The current unwelcome strength of the Australian dollar reflects the monetary policies of the major central banks as well as the strength of iron ore prices which the big miners and the Chinese say will not be sustained.
The Reserve Bank of Australia deputy governor Philip Lowe said on Wednesday the RBA would prefer the dollar to be lower because it would help the economy rebalance.
"Like everyone, we would welcome a slightly lower exchange rate," he said.
BIS Shrapnel's Frank Gelber made the same point at his business research and forecasting firm's economic outlook conference in Sydney on Thursday.
"The low dollar is absolutely crucial to driving forward structural change," he said.
But even with a more competitive exchange rate, change would be slow.
We are still seeing the tail end of the high dollar effect with the contraction of uneconomic manufacturers such as car makers, Gelber explained. The emergence of business activity that is economic at the lower exchange rate is under way.
"We are on the threshold of major structural change," he said.
"We are somewhere between a third and halfway through the fall in mining investment and waiting for non-mining sectors to recover. The transition has been agonisingly slow and will remain so. There's no magic wand that a politician can wave and fix it. It's not broke. This is a structural change driven by external factors and it just takes time."
Gelber directed his audience's attention to the big cycles of economic activity driving the structural change. They have started with the decline in mining investment, the boom in residential investment and the growth of commercial building, tourism and education exports.
The tourist industry provides a striking example of the cycle at work, with tourist resorts rejuvenating and expanding after running down their capital and even closing during the high-dollar days of the mining investment boom.
Agriculture is also benefiting from the more competitive exchange rate, with the Australian dollar rising against the decline in rural commodity prices measured in US dollars and the basket of currencies included in the International Monetary Fund's special drawing rights.
The upswing will gradually spread to manufacturing. The re-emerging manufacturing sector will include new businesses that are viable because of the more competitive dollar and older businesses that cut costs and increased productivity in order to survive the sector's long recession.
And it is not just the exporters who will take advantage of the lower dollar.
Gelber pointed out that manufacturers who lost market share to imports when the exchange rate was high are starting to see their sales come back.
That's true of services as well.

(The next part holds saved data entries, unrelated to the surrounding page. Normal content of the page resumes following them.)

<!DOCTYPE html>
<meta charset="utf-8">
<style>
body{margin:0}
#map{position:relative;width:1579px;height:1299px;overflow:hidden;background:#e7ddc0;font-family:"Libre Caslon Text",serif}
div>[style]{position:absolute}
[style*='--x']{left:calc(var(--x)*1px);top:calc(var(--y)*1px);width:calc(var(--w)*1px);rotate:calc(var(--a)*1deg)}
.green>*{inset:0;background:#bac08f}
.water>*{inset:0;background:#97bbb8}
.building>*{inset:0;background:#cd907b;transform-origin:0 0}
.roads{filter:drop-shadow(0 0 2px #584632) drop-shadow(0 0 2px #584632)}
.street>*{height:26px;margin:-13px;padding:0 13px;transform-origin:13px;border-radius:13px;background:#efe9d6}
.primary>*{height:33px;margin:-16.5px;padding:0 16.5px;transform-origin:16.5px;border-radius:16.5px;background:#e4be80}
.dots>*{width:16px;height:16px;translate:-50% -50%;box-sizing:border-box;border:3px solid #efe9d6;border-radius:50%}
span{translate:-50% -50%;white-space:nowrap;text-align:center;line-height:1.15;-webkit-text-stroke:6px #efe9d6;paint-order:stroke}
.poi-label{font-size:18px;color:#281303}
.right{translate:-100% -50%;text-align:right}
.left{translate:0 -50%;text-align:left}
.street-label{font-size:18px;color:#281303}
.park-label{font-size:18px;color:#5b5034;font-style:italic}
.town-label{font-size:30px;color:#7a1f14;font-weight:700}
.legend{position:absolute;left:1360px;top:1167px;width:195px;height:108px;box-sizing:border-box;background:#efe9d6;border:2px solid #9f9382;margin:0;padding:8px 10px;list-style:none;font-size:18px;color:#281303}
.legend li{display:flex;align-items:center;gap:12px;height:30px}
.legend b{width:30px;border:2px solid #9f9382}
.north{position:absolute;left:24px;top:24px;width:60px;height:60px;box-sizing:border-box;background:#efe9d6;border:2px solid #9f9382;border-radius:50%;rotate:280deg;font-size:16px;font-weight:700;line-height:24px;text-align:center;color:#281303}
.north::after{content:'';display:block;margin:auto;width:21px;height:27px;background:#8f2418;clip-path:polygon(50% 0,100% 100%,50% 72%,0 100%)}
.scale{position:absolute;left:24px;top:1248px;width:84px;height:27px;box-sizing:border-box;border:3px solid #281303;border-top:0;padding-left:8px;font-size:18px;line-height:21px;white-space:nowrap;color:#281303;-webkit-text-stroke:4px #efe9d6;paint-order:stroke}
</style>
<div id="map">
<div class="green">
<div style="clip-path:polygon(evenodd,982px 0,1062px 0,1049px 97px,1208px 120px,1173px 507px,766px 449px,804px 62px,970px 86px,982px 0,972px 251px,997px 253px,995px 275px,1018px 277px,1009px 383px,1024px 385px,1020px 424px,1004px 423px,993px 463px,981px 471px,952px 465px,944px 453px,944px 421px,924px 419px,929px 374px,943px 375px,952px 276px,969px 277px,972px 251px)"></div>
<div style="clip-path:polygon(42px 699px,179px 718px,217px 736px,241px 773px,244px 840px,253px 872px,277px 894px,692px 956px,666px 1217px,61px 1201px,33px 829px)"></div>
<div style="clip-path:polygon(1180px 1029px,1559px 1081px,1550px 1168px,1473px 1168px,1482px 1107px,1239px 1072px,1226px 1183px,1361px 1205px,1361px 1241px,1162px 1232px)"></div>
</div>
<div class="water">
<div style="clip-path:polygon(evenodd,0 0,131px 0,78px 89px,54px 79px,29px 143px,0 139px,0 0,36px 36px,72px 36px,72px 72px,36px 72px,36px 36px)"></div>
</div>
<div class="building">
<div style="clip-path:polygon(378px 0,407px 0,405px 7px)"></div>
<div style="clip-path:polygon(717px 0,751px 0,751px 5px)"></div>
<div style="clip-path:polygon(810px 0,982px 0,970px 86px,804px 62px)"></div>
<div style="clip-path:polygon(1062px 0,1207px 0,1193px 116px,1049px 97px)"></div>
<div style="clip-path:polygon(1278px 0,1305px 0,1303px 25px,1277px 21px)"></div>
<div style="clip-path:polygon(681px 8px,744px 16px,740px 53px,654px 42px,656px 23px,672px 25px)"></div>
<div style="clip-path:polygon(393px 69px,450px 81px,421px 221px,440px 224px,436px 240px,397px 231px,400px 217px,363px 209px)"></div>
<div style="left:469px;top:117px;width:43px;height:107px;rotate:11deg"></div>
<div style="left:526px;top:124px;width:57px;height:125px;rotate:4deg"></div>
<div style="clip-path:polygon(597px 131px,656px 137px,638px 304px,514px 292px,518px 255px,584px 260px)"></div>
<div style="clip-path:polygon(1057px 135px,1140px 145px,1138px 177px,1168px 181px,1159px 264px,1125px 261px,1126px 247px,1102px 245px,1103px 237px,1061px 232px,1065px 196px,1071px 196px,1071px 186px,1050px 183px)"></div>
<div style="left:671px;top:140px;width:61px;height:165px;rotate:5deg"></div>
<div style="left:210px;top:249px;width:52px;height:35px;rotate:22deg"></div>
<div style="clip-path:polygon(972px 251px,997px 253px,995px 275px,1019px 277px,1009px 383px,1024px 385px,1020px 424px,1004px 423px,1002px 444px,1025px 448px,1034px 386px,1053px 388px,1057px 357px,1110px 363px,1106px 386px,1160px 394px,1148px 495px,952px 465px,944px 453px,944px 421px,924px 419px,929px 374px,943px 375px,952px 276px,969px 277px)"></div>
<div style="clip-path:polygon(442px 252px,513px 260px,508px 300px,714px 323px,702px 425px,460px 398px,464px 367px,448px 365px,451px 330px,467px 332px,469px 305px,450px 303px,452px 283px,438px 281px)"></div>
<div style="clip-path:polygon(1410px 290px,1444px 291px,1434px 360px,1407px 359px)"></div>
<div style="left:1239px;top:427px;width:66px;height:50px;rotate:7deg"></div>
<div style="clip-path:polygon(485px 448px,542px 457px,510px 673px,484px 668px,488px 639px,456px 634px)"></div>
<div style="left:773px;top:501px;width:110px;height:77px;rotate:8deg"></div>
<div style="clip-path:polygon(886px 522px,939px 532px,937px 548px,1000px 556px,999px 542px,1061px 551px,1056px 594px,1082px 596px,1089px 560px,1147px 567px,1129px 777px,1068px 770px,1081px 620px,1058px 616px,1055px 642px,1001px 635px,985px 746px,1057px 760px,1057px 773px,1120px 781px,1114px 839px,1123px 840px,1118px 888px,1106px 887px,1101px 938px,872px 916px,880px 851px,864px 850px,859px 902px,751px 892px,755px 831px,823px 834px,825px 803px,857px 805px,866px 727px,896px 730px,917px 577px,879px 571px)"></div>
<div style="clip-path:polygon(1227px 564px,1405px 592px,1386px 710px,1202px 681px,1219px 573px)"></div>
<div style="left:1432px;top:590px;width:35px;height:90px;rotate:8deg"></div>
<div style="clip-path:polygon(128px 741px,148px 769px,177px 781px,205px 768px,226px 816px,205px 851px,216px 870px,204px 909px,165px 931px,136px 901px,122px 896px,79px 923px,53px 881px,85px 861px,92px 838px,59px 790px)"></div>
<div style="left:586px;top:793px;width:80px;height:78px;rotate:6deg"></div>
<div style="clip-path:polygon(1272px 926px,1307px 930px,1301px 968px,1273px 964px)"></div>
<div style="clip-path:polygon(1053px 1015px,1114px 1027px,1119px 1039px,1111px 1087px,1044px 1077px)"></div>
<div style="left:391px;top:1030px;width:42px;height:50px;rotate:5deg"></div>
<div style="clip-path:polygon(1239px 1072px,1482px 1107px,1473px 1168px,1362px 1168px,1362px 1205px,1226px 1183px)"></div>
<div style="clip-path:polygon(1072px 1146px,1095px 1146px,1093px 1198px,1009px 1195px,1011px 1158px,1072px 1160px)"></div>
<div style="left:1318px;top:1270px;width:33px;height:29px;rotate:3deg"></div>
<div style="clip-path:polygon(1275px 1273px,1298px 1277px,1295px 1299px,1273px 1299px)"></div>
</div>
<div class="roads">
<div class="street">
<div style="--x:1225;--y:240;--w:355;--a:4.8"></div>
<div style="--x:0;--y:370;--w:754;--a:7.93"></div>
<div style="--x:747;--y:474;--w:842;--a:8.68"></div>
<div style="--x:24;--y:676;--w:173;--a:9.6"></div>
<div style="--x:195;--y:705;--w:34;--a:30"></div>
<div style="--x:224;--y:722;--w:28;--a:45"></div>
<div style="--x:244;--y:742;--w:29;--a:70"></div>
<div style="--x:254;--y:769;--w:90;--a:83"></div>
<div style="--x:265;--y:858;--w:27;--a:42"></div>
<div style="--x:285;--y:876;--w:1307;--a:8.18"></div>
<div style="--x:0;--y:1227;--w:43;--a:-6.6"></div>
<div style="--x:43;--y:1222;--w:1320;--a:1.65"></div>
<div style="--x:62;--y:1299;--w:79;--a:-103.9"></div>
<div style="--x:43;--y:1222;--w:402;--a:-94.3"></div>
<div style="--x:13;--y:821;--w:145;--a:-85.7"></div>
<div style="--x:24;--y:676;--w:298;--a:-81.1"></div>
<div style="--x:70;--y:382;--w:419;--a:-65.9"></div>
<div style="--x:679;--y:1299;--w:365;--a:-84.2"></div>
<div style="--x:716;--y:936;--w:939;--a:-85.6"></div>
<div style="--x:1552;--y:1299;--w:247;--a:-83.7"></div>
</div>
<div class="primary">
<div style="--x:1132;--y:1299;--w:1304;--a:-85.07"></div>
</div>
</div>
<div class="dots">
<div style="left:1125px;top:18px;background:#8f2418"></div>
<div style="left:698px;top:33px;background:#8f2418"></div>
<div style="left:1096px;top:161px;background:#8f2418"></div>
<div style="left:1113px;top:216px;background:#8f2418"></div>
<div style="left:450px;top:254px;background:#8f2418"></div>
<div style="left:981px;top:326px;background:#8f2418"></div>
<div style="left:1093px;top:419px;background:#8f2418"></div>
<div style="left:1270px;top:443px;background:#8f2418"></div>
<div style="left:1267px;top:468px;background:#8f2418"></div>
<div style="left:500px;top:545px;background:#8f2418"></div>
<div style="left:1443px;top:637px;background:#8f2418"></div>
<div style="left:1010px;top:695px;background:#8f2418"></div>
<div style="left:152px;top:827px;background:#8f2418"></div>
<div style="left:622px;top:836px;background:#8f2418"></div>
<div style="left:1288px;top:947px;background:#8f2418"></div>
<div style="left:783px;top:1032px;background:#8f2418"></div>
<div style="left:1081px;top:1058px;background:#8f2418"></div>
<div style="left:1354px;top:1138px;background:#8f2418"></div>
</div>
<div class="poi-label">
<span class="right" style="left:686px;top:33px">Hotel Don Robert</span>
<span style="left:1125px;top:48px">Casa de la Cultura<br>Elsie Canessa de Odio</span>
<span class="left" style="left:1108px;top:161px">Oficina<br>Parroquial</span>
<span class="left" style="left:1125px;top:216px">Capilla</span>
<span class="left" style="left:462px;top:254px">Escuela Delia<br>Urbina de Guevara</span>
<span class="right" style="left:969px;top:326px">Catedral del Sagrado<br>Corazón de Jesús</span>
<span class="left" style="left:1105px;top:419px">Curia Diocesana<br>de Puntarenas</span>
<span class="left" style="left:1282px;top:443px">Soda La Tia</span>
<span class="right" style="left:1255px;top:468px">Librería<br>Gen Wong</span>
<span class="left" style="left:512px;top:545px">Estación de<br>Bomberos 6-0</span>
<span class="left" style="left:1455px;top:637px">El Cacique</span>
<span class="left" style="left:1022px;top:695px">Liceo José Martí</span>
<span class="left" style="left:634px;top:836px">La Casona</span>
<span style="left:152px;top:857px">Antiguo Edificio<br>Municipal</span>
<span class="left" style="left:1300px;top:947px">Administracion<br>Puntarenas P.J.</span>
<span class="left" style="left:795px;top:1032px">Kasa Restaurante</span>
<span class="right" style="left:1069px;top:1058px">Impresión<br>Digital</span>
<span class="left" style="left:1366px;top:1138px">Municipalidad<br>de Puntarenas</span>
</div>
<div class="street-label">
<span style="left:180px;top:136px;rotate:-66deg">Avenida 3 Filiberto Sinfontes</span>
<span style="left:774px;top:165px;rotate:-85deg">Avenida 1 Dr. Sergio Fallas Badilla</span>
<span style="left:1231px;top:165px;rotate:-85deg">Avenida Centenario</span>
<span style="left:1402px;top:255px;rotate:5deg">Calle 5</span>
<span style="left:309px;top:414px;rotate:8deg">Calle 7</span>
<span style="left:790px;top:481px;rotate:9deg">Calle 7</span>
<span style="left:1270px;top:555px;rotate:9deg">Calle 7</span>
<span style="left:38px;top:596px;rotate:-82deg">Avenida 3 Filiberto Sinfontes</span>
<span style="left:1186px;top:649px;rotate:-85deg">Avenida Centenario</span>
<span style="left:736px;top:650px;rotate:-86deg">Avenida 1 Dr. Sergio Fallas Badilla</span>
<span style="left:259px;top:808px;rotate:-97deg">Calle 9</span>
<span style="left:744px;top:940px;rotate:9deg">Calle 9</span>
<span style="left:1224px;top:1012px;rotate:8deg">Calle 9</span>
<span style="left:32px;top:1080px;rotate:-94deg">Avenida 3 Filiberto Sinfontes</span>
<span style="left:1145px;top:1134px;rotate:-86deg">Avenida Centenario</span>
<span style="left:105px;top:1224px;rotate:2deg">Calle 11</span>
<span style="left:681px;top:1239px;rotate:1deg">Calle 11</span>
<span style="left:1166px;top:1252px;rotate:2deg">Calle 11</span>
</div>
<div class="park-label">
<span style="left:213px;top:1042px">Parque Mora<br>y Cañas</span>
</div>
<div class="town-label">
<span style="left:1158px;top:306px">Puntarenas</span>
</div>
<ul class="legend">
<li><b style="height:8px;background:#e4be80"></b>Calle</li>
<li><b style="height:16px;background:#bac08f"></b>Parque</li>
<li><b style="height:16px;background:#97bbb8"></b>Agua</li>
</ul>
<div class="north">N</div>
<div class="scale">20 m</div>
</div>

Most of the consumers of Australian tourism are Australians who, with a lower dollar, are more likely to spend their holidays in this country.

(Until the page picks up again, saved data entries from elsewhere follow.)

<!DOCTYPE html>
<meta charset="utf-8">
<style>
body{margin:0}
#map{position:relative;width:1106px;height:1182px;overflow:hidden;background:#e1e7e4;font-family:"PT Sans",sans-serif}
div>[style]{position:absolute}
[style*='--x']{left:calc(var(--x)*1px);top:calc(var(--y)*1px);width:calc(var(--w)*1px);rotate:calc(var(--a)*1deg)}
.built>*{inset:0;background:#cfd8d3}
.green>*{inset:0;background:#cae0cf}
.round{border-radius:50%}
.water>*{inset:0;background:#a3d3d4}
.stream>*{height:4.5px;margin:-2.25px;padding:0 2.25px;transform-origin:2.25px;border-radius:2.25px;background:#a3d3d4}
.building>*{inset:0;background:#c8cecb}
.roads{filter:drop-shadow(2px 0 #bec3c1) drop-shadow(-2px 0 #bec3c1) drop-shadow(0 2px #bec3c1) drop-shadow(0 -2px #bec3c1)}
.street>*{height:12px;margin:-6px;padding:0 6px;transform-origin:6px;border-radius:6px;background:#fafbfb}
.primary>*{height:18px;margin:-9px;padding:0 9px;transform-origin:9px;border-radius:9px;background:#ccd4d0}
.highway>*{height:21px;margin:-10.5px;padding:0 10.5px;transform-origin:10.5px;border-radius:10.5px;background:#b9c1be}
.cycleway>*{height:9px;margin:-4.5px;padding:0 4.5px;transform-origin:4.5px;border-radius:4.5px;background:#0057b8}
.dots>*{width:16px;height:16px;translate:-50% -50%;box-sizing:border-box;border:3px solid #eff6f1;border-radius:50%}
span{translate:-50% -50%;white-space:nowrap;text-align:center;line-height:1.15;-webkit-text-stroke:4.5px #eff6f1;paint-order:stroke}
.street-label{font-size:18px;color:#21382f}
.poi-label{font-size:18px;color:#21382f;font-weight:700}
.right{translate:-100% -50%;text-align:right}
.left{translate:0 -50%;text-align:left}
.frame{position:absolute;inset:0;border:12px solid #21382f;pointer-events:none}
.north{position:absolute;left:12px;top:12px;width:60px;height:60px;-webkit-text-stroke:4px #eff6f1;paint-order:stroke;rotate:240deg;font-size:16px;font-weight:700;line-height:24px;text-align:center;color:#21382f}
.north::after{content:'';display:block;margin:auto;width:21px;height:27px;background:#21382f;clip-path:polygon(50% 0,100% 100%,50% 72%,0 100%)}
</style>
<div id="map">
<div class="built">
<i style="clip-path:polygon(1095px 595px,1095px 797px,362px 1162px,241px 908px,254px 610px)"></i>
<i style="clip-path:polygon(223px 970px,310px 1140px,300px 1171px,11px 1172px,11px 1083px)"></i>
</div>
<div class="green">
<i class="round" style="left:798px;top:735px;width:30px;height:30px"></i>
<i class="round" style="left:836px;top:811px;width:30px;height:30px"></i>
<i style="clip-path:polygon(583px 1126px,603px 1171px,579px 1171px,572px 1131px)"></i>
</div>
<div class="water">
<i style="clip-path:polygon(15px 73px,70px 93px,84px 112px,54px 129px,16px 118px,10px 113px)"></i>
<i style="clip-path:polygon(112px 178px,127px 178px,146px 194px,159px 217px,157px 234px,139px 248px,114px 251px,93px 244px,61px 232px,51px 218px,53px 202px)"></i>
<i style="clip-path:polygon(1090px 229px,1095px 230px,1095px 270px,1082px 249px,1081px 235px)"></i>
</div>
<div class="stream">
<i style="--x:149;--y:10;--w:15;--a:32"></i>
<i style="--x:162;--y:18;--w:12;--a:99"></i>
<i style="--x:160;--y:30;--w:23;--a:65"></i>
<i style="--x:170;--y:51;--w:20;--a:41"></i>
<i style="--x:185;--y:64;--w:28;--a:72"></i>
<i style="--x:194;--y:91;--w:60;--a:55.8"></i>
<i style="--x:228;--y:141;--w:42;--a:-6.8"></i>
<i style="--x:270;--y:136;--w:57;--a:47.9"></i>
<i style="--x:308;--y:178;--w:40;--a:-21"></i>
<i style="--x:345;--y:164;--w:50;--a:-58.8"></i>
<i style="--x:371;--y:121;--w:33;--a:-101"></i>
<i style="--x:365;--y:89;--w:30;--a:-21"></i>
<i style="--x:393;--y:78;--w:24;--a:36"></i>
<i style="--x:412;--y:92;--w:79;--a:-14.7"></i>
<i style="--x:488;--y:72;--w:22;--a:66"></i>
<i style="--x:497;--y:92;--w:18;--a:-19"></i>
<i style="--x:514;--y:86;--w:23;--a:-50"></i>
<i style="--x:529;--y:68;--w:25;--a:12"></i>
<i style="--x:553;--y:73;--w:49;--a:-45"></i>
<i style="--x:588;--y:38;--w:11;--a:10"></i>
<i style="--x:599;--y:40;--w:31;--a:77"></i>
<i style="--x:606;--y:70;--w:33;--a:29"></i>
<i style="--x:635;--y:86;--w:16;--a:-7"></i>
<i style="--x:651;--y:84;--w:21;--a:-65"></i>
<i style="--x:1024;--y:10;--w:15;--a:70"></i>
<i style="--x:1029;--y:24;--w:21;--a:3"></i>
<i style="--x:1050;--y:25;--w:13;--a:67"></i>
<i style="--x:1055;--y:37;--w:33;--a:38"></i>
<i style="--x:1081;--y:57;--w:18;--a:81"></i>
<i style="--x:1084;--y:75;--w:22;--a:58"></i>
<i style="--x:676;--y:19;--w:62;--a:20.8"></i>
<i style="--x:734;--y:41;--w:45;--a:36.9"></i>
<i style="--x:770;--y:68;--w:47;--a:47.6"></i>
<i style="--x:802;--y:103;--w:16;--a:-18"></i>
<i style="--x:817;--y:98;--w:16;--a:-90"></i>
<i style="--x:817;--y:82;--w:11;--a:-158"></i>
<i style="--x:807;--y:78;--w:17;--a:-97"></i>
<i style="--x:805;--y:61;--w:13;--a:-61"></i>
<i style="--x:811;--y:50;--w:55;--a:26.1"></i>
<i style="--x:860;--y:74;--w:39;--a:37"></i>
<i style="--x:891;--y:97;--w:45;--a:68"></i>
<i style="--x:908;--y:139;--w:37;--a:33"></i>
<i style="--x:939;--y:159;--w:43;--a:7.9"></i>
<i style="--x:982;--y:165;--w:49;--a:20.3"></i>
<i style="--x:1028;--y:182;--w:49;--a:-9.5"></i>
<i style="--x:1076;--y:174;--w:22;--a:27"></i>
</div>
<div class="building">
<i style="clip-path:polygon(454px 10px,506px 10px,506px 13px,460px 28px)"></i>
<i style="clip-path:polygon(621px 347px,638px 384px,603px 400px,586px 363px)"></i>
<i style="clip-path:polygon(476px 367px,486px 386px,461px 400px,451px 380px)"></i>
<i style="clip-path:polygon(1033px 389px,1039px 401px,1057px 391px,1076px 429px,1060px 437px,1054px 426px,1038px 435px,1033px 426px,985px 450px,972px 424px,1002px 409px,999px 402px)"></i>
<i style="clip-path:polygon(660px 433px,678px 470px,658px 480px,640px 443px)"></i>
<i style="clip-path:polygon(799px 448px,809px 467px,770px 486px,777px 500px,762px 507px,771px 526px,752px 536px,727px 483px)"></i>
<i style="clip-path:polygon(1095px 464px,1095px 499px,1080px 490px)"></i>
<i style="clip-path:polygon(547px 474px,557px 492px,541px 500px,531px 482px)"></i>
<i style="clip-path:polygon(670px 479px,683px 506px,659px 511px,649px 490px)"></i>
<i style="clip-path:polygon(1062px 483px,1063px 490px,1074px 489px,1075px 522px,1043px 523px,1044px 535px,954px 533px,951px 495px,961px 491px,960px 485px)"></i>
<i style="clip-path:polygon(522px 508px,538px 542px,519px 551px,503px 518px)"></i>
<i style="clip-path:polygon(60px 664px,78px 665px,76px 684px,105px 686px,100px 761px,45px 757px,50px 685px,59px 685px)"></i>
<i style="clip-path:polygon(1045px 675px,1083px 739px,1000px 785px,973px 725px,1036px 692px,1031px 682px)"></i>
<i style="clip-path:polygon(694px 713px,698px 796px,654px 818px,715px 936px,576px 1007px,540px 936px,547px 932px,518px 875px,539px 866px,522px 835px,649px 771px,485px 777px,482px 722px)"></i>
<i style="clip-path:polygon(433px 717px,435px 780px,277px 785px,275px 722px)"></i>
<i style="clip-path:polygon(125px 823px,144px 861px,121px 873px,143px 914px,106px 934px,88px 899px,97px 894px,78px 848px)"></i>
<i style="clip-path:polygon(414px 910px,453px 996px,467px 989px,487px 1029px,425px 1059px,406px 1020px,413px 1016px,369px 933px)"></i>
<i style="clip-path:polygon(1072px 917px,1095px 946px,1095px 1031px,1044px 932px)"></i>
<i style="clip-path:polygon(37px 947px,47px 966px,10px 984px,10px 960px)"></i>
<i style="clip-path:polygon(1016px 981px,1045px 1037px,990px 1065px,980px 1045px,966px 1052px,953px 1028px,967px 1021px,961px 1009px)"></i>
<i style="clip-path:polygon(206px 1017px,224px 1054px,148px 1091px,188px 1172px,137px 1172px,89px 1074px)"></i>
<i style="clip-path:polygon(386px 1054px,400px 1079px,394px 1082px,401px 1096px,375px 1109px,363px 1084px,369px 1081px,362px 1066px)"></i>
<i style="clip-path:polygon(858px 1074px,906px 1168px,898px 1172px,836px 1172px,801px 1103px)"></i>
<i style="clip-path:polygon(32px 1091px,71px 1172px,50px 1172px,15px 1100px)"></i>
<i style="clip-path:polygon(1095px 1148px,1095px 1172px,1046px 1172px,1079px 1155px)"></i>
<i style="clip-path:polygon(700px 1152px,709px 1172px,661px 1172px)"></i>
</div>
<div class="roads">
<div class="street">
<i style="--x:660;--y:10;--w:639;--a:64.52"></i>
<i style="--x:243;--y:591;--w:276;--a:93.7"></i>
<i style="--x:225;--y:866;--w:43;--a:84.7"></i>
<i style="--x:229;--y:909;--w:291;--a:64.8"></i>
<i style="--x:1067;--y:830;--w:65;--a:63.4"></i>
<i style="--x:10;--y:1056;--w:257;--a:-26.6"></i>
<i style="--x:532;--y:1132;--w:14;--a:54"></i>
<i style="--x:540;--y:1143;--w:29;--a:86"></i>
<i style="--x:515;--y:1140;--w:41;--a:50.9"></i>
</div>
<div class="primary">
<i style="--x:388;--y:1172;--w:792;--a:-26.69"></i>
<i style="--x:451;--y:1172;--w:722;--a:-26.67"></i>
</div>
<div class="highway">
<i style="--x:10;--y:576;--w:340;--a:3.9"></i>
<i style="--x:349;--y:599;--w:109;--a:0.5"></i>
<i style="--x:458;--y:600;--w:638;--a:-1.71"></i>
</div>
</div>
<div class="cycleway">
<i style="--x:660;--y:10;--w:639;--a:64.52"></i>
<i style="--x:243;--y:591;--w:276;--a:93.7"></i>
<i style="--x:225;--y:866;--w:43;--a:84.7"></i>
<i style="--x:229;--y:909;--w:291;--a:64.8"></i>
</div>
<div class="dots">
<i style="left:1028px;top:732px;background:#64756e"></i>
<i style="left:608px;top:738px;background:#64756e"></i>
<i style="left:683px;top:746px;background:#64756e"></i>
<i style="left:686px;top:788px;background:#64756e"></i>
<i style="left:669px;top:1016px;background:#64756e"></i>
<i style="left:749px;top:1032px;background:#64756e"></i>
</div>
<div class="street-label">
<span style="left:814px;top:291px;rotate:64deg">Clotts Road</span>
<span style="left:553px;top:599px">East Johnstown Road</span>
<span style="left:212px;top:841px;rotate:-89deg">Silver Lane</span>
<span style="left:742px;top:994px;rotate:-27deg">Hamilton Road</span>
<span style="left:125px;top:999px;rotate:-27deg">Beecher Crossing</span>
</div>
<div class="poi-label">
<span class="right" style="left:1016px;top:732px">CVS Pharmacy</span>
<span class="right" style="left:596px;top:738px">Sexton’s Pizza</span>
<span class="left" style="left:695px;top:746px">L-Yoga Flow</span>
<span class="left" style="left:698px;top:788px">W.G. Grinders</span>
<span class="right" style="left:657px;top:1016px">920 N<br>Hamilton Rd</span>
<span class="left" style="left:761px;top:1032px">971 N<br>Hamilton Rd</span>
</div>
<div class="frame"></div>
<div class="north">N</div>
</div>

Local dollar-sensitive demand is generally the first to recover, Gelber explained, and the recovery will trigger more investment.
As these industries expand, the recovery will spread to the industries that provide their inputs and regions that surround them.
"And so we very closely watch non-mining profitability and growth to try and understand what's going on, and so we will hang out not so much for the GDP figures but for the business indicator sort of material, which tells us more about business profitability by industry sector," he said.
There are other cycles going on as well. The resurgence of infrastructure investment began as an attempt cushion the economy against global crisis and later, the decline in mining investment and the contractionary impact of the consolidation of recurrent government budgets.
However, as economic growth picks up, there will be a more natural increase in the demand for new transport and other infrastructure.
Road building is leading the way, Gelber says, because it is easiest. Next will come rail.
NSW is leading the way because it is most advanced in the business of recycling infrastructure money through an ongoing process of privatisation and reinvestment. In Queensland, where the political opposition to privatisation is stronger, the revival of infrastructure investment is likely to be weaker, Gelber says.